SUPPLIED RECORDS>
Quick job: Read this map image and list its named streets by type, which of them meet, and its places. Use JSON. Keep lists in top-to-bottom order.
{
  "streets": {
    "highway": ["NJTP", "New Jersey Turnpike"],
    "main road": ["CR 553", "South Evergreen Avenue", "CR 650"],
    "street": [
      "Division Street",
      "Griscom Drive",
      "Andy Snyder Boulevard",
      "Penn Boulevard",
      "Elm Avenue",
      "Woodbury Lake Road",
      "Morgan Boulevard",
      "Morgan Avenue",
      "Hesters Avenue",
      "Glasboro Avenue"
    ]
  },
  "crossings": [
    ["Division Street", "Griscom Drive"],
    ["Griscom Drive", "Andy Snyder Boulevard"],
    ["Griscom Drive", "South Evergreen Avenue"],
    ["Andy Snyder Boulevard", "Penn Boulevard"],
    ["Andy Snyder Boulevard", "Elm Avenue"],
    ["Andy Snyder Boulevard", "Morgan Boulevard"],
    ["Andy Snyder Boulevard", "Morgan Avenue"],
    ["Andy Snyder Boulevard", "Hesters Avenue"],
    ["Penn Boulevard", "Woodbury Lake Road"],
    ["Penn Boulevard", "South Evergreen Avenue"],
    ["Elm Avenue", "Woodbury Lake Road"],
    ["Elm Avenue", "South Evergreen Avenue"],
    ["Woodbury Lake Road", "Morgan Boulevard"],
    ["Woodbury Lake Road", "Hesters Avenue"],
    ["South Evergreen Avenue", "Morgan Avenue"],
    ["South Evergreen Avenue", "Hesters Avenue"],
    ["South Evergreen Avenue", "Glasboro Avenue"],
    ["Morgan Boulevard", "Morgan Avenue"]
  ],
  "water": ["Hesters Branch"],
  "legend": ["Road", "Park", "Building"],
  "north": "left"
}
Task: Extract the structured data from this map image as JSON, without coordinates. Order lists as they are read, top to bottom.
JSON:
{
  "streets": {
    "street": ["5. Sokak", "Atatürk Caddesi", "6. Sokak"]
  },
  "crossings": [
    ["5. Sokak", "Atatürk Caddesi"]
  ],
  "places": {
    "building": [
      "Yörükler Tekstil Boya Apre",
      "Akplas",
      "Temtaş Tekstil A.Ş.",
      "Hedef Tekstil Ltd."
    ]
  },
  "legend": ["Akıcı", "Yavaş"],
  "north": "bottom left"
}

GOAL OF THE EXERCISE> Each entry above should be retyped exactly, with nothing missed.

REPLY>
Quick job: Read this map image and list its named streets by type, which of them meet, and its places. Use JSON. Keep lists in top-to-bottom order.
{
  "streets": {
    "highway": ["NJTP", "New Jersey Turnpike"],
    "main road": ["CR 553", "South Evergreen Avenue", "CR 650"],
    "street": [
      "Division Street",
      "Griscom Drive",
      "Andy Snyder Boulevard",
      "Penn Boulevard",
      "Elm Avenue",
      "Woodbury Lake Road",
      "Morgan Boulevard",
      "Morgan Avenue",
      "Hesters Avenue",
      "Glasboro Avenue"
    ]
  },
  "crossings": [
    ["Division Street", "Griscom Drive"],
    ["Griscom Drive", "Andy Snyder Boulevard"],
    ["Griscom Drive", "South Evergreen Avenue"],
    ["Andy Snyder Boulevard", "Penn Boulevard"],
    ["Andy Snyder Boulevard", "Elm Avenue"],
    ["Andy Snyder Boulevard", "Morgan Boulevard"],
    ["Andy Snyder Boulevard", "Morgan Avenue"],
    ["Andy Snyder Boulevard", "Hesters Avenue"],
    ["Penn Boulevard", "Woodbury Lake Road"],
    ["Penn Boulevard", "South Evergreen Avenue"],
    ["Elm Avenue", "Woodbury Lake Road"],
    ["Elm Avenue", "South Evergreen Avenue"],
    ["Woodbury Lake Road", "Morgan Boulevard"],
    ["Woodbury Lake Road", "Hesters Avenue"],
    ["South Evergreen Avenue", "Morgan Avenue"],
    ["South Evergreen Avenue", "Hesters Avenue"],
    ["South Evergreen Avenue", "Glasboro Avenue"],
    ["Morgan Boulevard", "Morgan Avenue"]
  ],
  "water": ["Hesters Branch"],
  "legend": ["Road", "Park", "Building"],
  "north": "left"
}
Task: Extract the structured data from this map image as JSON, without coordinates. Order lists as they are read, top to bottom.
JSON:
{
  "streets": {
    "street": ["5. Sokak", "Atatürk Caddesi", "6. Sokak"]
  },
  "crossings": [
    ["5. Sokak", "Atatürk Caddesi"]
  ],
  "places": {
    "building": [
      "Yörükler Tekstil Boya Apre",
      "Akplas",
      "Temtaş Tekstil A.Ş.",
      "Hedef Tekstil Ltd."
    ]
  },
  "legend": ["Akıcı", "Yavaş"],
  "north": "bottom left"
}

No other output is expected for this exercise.